Several approaches have been proposed to incorporate information from incomplete pairs. However, there is no procedure that is superior under all conditions, and the effect of several factors on the performance of these methods is not well understood. In this project we will study one or more of the following questions/topics.
- What is the effect of unequal variances on the performance of the tests? The effect of unequal variance on the performance and properties of the proposed tests will be studied, and ways to mitigate negative effects of unequal variance investigated.
- Develop a robust test to assess the assumption of equal variance. Ways to develop an effective test of equal variance will be investigated, and the properties and performance of the test studied.

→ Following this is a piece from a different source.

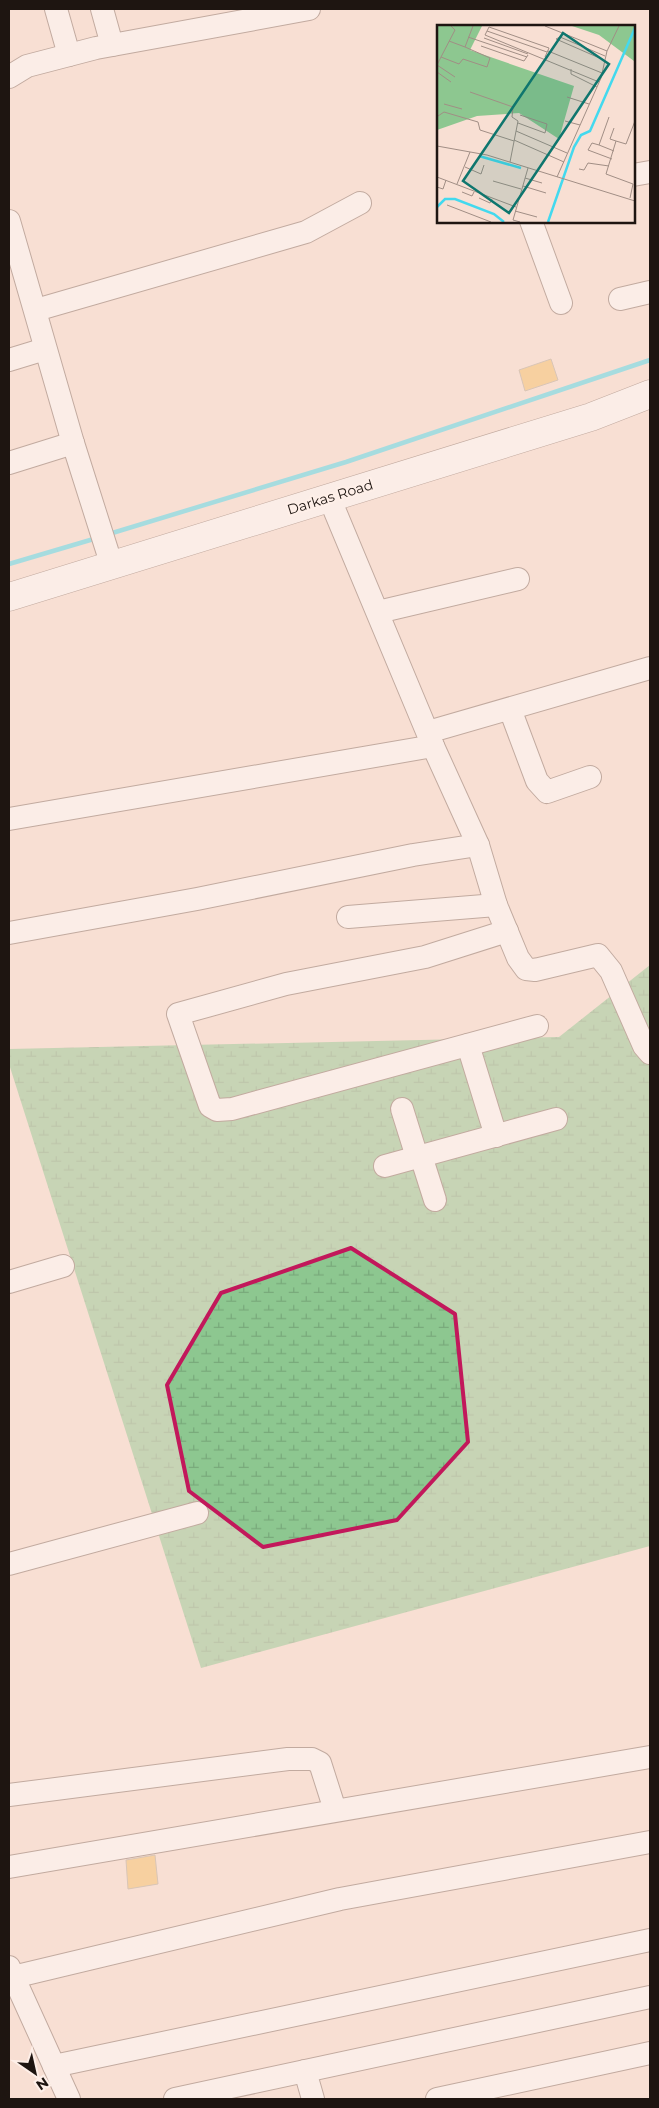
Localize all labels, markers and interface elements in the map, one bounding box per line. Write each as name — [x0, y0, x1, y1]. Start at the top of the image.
inset map — [437, 25, 634, 222]
street label: Darkas Road — [285, 475, 375, 519]
north arrow — [10, 2048, 60, 2098]
text: N — [33, 2073, 52, 2094]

- Can a combined test statistic improve the power of the nonparametric tests? Ways to develop a test based on a combination of the test statistics will be considered and the properties and performance compared to those of the individual statistics.
Schedule
Eligibility Requirements
Minimum eligibility requirements include:
- Must be a US Citizen or Permanent Resident (Green card)
- Must have completed at least 30 College credits by the end of Spring 2021 with a minimum GPA of 3.0, preferably both math/stats and overall GPA.
- Should have completed the following courses:
- A probability and statistics course
- A Calculus course
- Some programming experience, such as SAS, R, Python. We will reinforce programming skills through our own workshops
Application
Statistics REU 2021 Application Form
For full consideration, please email this completed application as soon as possible but latest by February 28, 2021 to Dr. Sat Gupta at sngupta@uncg.edu
Funding
Selected participants will get:
- A stipend of \$600 per week for 10 weeks, for a total stipend of \$6,000.
- Travel support of \$1,000 per student. This would include funds for travel to regional or national meetings to present their results during the academic year following their REU participation. These monies will be available on a competitive basis, and those students with the most promising results, and without other funding, will be supported.